PMOY selection; royalism

Dan Stiffler calendar-girls@mindspring.com
Fri, 13 Jun 2003 03:12:04 -0400


On 6/12/03 3:36 PM, "Brian Sorgatz" <bsorgatz@hotmail.com> wrote:
 
> I thought that PMOY "elections" were understood to be advisory rather than
> authoritative.  When Lisa Matthews won the title in 1991, I remember
> PLAYBOY's spokespeople openly admitting to the press that Hef had the final
> say.  Frankly, that's the way I like it.  When it comes to PLAYBOY, I am
> truly a royalist.  Somehow, the apparently true elections for Cyber Girl and
> BOL Model of the Year strike me as being too much democracy.

I'm am not too sure what you mean by "understood to be advisory."
Certainly, in 1963 the statements in the magazine indicated that the readers
picked June Cochran as PMOY because the "editors" could not decide.  When we
consider that the magazine also was running an annual Jazz Poll at the time,
a poll wherein the votes tallied were actually listed in the magazine (at
least those musicians who received a hundred or more votes), then there was
an assumption of legitimacy to the PMOY playoff.  When June was called the
winner in May 1963, I didn't question the outcome.  I wasn't thinking about
lead time for a magazine's production when I was fourteen.  And, as I
suggested in my previous post, June was probably the reader's choice anyway
(but I seriously doubt that any votes mailed in for the March 1963 playoff
had been counted by the time of June's PMOY photo shoot).

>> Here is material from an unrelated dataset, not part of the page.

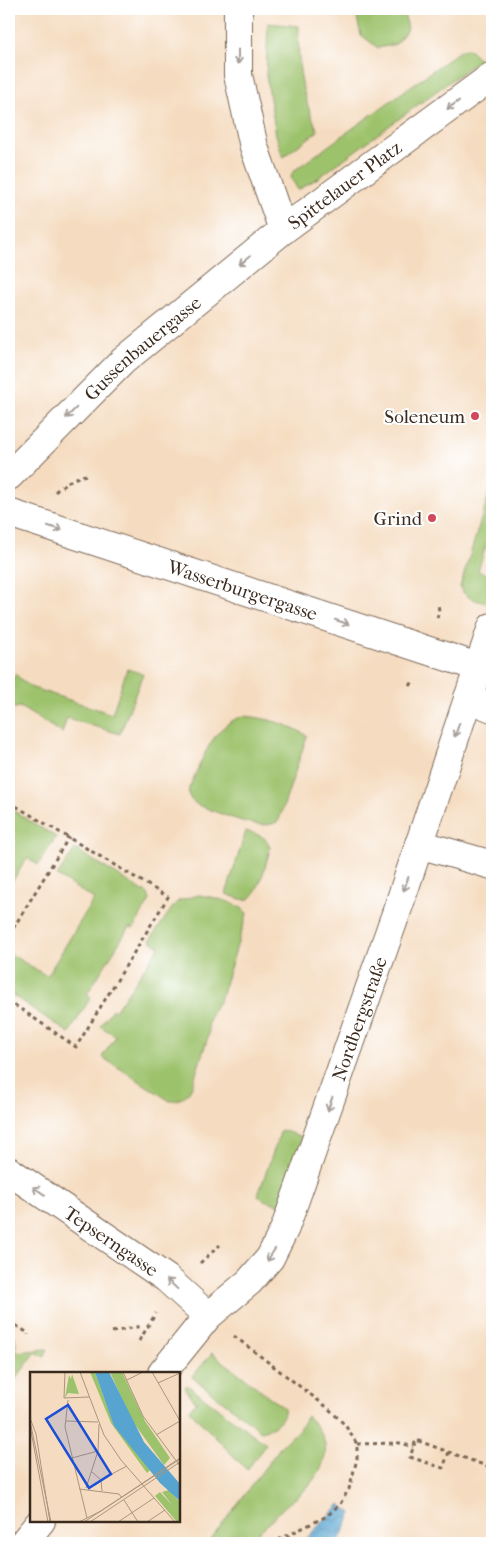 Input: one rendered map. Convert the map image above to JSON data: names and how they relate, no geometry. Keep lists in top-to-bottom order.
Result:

PLAYBOY would conduct two more PMOY playoffs in the sixties:  Jo Collins won
over China Lee and Astrid Schulz in 1965; Lisa Baker won over Susan Denberg
and Tish Howard in 1967.  I have no idea how legit those playoffs were.
Each PMOY did appear four issues--not two--after her playoff.  In between
those two playoffs, Allison Parks was named PMOY in 1966.  Allison was, of
course, one of Hef's primary girlfriends at the time.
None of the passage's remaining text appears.